━━ PROVIDED INFORMATION ━━
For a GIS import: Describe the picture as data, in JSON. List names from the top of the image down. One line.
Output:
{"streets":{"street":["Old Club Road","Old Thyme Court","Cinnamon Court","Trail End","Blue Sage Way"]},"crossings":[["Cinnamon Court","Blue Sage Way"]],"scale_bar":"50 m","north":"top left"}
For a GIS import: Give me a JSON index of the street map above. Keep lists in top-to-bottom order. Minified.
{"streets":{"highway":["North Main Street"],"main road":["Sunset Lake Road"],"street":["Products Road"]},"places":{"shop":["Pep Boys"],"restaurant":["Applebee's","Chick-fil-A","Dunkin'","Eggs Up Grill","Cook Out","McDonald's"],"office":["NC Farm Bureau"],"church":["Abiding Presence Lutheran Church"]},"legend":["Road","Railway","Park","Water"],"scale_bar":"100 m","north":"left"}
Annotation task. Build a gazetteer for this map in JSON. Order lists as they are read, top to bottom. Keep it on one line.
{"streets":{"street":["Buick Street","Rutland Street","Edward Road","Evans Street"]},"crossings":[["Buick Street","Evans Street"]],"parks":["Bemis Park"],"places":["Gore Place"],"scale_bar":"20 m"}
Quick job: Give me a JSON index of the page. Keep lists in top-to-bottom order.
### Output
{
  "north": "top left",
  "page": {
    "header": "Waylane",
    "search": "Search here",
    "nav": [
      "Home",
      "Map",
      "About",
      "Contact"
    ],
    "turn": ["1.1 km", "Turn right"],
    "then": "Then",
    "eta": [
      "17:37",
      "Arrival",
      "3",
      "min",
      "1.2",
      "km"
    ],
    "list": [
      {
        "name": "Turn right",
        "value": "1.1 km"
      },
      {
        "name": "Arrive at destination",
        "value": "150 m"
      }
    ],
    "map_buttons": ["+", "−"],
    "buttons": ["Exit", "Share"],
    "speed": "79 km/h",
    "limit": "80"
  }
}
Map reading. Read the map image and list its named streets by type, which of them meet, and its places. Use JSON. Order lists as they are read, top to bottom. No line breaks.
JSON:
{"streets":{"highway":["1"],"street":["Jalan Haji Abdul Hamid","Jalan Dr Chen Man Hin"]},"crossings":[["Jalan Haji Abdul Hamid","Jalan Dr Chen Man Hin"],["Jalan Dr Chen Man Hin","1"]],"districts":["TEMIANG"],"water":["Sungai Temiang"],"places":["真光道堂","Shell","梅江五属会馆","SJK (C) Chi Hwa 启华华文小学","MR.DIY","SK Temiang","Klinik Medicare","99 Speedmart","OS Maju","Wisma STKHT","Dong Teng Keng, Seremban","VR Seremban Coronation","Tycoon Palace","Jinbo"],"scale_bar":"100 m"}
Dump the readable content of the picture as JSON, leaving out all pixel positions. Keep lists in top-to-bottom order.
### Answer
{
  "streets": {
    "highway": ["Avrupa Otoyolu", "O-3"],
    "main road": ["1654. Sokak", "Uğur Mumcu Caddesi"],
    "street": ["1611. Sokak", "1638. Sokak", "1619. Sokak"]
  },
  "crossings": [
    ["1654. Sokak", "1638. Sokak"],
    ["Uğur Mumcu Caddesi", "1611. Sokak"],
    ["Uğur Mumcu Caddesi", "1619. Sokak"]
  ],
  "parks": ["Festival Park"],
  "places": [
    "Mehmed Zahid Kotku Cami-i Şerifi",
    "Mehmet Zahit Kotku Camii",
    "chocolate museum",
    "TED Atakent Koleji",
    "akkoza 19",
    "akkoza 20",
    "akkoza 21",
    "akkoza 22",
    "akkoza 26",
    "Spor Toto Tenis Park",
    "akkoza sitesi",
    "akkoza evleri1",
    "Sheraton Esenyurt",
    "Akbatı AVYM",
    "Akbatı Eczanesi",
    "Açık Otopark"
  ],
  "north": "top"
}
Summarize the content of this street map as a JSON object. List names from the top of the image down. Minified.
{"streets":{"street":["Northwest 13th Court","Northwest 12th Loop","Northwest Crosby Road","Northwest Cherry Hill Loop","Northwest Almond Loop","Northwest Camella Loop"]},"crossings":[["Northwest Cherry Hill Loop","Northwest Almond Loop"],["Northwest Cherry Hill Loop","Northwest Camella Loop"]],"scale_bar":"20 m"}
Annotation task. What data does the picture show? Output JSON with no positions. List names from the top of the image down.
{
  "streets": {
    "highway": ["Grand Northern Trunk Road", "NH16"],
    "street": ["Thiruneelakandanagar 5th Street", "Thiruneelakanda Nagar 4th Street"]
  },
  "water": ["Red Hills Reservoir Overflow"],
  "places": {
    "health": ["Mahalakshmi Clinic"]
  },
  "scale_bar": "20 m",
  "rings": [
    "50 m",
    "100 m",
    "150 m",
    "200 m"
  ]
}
━━━
:: WHAT YOU HAVE TO DO ::
All entries are to be repeated exactly and completely.

:: FINISHED TASK ::
For a GIS import: Describe the picture as data, in JSON. List names from the top of the image down. One line.
Output:
{"streets":{"street":["Old Club Road","Old Thyme Court","Cinnamon Court","Trail End","Blue Sage Way"]},"crossings":[["Cinnamon Court","Blue Sage Way"]],"scale_bar":"50 m","north":"top left"}
For a GIS import: Give me a JSON index of the street map above. Keep lists in top-to-bottom order. Minified.
{"streets":{"highway":["North Main Street"],"main road":["Sunset Lake Road"],"street":["Products Road"]},"places":{"shop":["Pep Boys"],"restaurant":["Applebee's","Chick-fil-A","Dunkin'","Eggs Up Grill","Cook Out","McDonald's"],"office":["NC Farm Bureau"],"church":["Abiding Presence Lutheran Church"]},"legend":["Road","Railway","Park","Water"],"scale_bar":"100 m","north":"left"}
Annotation task. Build a gazetteer for this map in JSON. Order lists as they are read, top to bottom. Keep it on one line.
{"streets":{"street":["Buick Street","Rutland Street","Edward Road","Evans Street"]},"crossings":[["Buick Street","Evans Street"]],"parks":["Bemis Park"],"places":["Gore Place"],"scale_bar":"20 m"}
Quick job: Give me a JSON index of the page. Keep lists in top-to-bottom order.
### Output
{
  "north": "top left",
  "page": {
    "header": "Waylane",
    "search": "Search here",
    "nav": [
      "Home",
      "Map",
      "About",
      "Contact"
    ],
    "turn": ["1.1 km", "Turn right"],
    "then": "Then",
    "eta": [
      "17:37",
      "Arrival",
      "3",
      "min",
      "1.2",
      "km"
    ],
    "list": [
      {
        "name": "Turn right",
        "value": "1.1 km"
      },
      {
        "name": "Arrive at destination",
        "value": "150 m"
      }
    ],
    "map_buttons": ["+", "−"],
    "buttons": ["Exit", "Share"],
    "speed": "79 km/h",
    "limit": "80"
  }
}
Map reading. Read the map image and list its named streets by type, which of them meet, and its places. Use JSON. Order lists as they are read, top to bottom. No line breaks.
JSON:
{"streets":{"highway":["1"],"street":["Jalan Haji Abdul Hamid","Jalan Dr Chen Man Hin"]},"crossings":[["Jalan Haji Abdul Hamid","Jalan Dr Chen Man Hin"],["Jalan Dr Chen Man Hin","1"]],"districts":["TEMIANG"],"water":["Sungai Temiang"],"places":["真光道堂","Shell","梅江五属会馆","SJK (C) Chi Hwa 启华华文小学","MR.DIY","SK Temiang","Klinik Medicare","99 Speedmart","OS Maju","Wisma STKHT","Dong Teng Keng, Seremban","VR Seremban Coronation","Tycoon Palace","Jinbo"],"scale_bar":"100 m"}
Dump the readable content of the picture as JSON, leaving out all pixel positions. Keep lists in top-to-bottom order.
### Answer
{
  "streets": {
    "highway": ["Avrupa Otoyolu", "O-3"],
    "main road": ["1654. Sokak", "Uğur Mumcu Caddesi"],
    "street": ["1611. Sokak", "1638. Sokak", "1619. Sokak"]
  },
  "crossings": [
    ["1654. Sokak", "1638. Sokak"],
    ["Uğur Mumcu Caddesi", "1611. Sokak"],
    ["Uğur Mumcu Caddesi", "1619. Sokak"]
  ],
  "parks": ["Festival Park"],
  "places": [
    "Mehmed Zahid Kotku Cami-i Şerifi",
    "Mehmet Zahit Kotku Camii",
    "chocolate museum",
    "TED Atakent Koleji",
    "akkoza 19",
    "akkoza 20",
    "akkoza 21",
    "akkoza 22",
    "akkoza 26",
    "Spor Toto Tenis Park",
    "akkoza sitesi",
    "akkoza evleri1",
    "Sheraton Esenyurt",
    "Akbatı AVYM",
    "Akbatı Eczanesi",
    "Açık Otopark"
  ],
  "north": "top"
}
Summarize the content of this street map as a JSON object. List names from the top of the image down. Minified.
{"streets":{"street":["Northwest 13th Court","Northwest 12th Loop","Northwest Crosby Road","Northwest Cherry Hill Loop","Northwest Almond Loop","Northwest Camella Loop"]},"crossings":[["Northwest Cherry Hill Loop","Northwest Almond Loop"],["Northwest Cherry Hill Loop","Northwest Camella Loop"]],"scale_bar":"20 m"}
Annotation task. What data does the picture show? Output JSON with no positions. List names from the top of the image down.
{
  "streets": {
    "highway": ["Grand Northern Trunk Road", "NH16"],
    "street": ["Thiruneelakandanagar 5th Street", "Thiruneelakanda Nagar 4th Street"]
  },
  "water": ["Red Hills Reservoir Overflow"],
  "places": {
    "health": ["Mahalakshmi Clinic"]
  },
  "scale_bar": "20 m",
  "rings": [
    "50 m",
    "100 m",
    "150 m",
    "200 m"
  ]
}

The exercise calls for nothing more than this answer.